• Work required
The records that follow are to be printed exactly, with no images.

(Saved data entries)
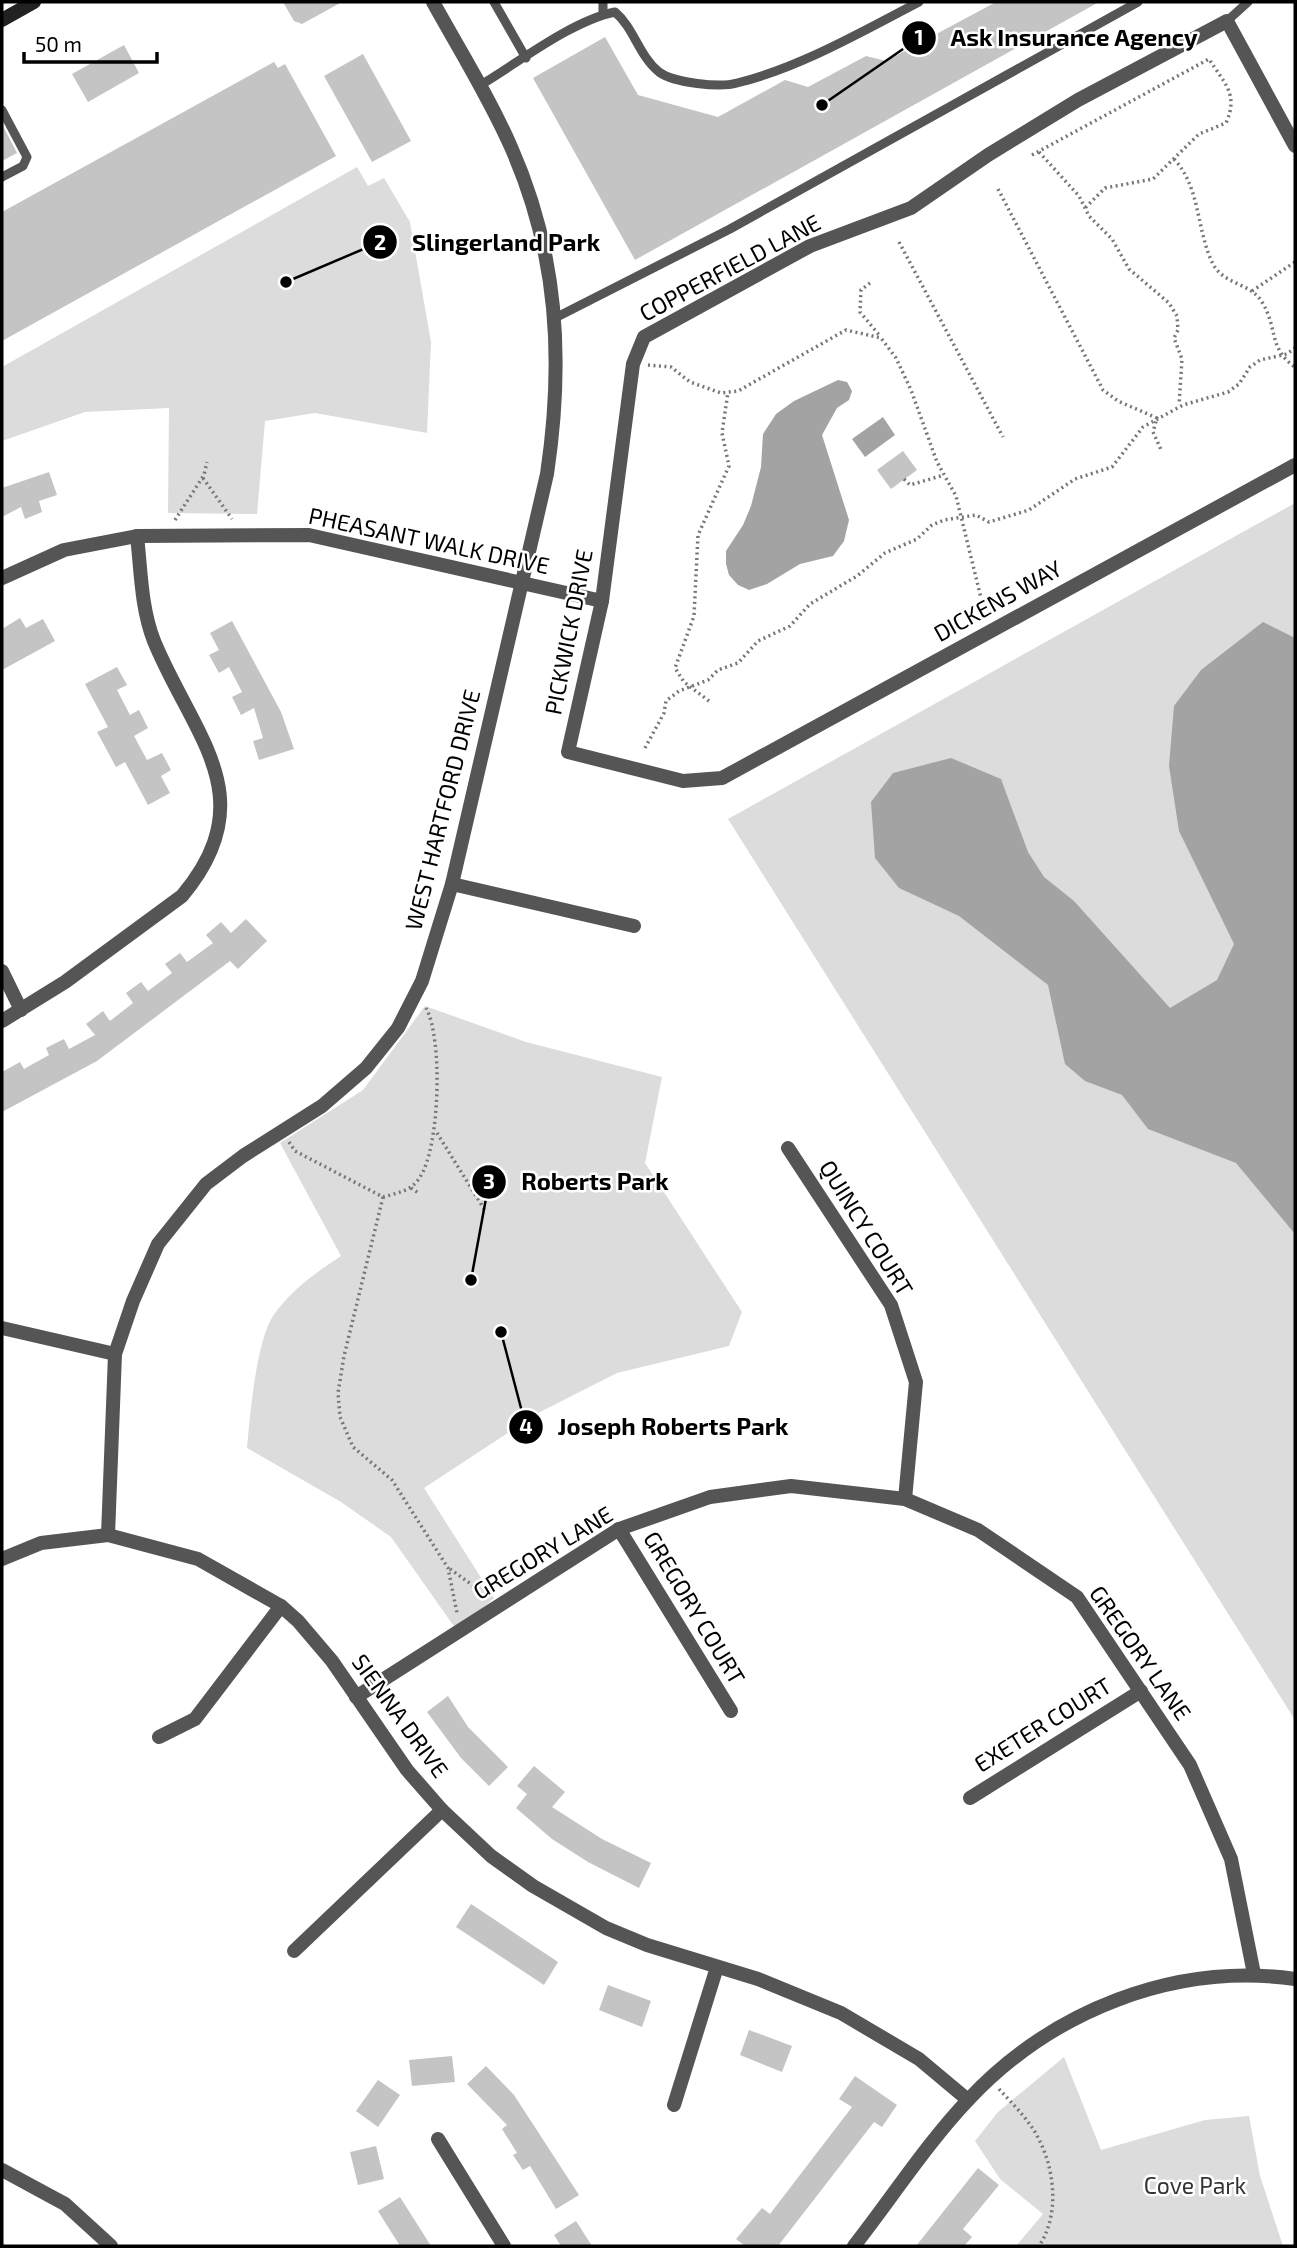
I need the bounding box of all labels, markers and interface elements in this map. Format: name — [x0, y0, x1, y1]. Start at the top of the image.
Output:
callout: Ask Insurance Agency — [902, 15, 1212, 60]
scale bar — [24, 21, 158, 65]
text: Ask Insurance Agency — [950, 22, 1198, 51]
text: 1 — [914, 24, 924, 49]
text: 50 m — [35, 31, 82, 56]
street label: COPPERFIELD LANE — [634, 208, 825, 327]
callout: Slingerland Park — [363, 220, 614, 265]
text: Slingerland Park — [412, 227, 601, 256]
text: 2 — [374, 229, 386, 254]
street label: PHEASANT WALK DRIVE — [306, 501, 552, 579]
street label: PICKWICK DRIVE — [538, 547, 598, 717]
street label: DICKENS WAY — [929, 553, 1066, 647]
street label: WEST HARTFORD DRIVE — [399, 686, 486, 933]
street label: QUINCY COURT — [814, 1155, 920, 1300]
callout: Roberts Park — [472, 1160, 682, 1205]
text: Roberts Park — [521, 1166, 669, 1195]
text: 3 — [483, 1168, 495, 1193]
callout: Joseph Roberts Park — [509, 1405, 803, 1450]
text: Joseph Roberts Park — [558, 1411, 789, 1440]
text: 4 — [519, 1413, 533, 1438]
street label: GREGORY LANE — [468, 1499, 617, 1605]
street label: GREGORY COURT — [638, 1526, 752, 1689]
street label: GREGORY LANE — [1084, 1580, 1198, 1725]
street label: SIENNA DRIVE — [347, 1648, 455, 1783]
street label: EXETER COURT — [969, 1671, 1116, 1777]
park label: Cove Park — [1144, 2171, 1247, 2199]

• Result for this task
I need the bounding box of all labels, markers and interface elements in this map. Format: name — [x0, y0, x1, y1]. Start at the top of the image.
Output:
callout: Ask Insurance Agency — [902, 15, 1212, 60]
scale bar — [24, 21, 158, 65]
text: Ask Insurance Agency — [950, 22, 1198, 51]
text: 1 — [914, 24, 924, 49]
text: 50 m — [35, 31, 82, 56]
street label: COPPERFIELD LANE — [634, 208, 825, 327]
callout: Slingerland Park — [363, 220, 614, 265]
text: Slingerland Park — [412, 227, 601, 256]
text: 2 — [374, 229, 386, 254]
street label: PHEASANT WALK DRIVE — [306, 501, 552, 579]
street label: PICKWICK DRIVE — [538, 547, 598, 717]
street label: DICKENS WAY — [929, 553, 1066, 647]
street label: WEST HARTFORD DRIVE — [399, 686, 486, 933]
street label: QUINCY COURT — [814, 1155, 920, 1300]
callout: Roberts Park — [472, 1160, 682, 1205]
text: Roberts Park — [521, 1166, 669, 1195]
text: 3 — [483, 1168, 495, 1193]
callout: Joseph Roberts Park — [509, 1405, 803, 1450]
text: Joseph Roberts Park — [558, 1411, 789, 1440]
text: 4 — [519, 1413, 533, 1438]
street label: GREGORY LANE — [468, 1499, 617, 1605]
street label: GREGORY COURT — [638, 1526, 752, 1689]
street label: GREGORY LANE — [1084, 1580, 1198, 1725]
street label: SIENNA DRIVE — [347, 1648, 455, 1783]
street label: EXETER COURT — [969, 1671, 1116, 1777]
park label: Cove Park — [1144, 2171, 1247, 2199]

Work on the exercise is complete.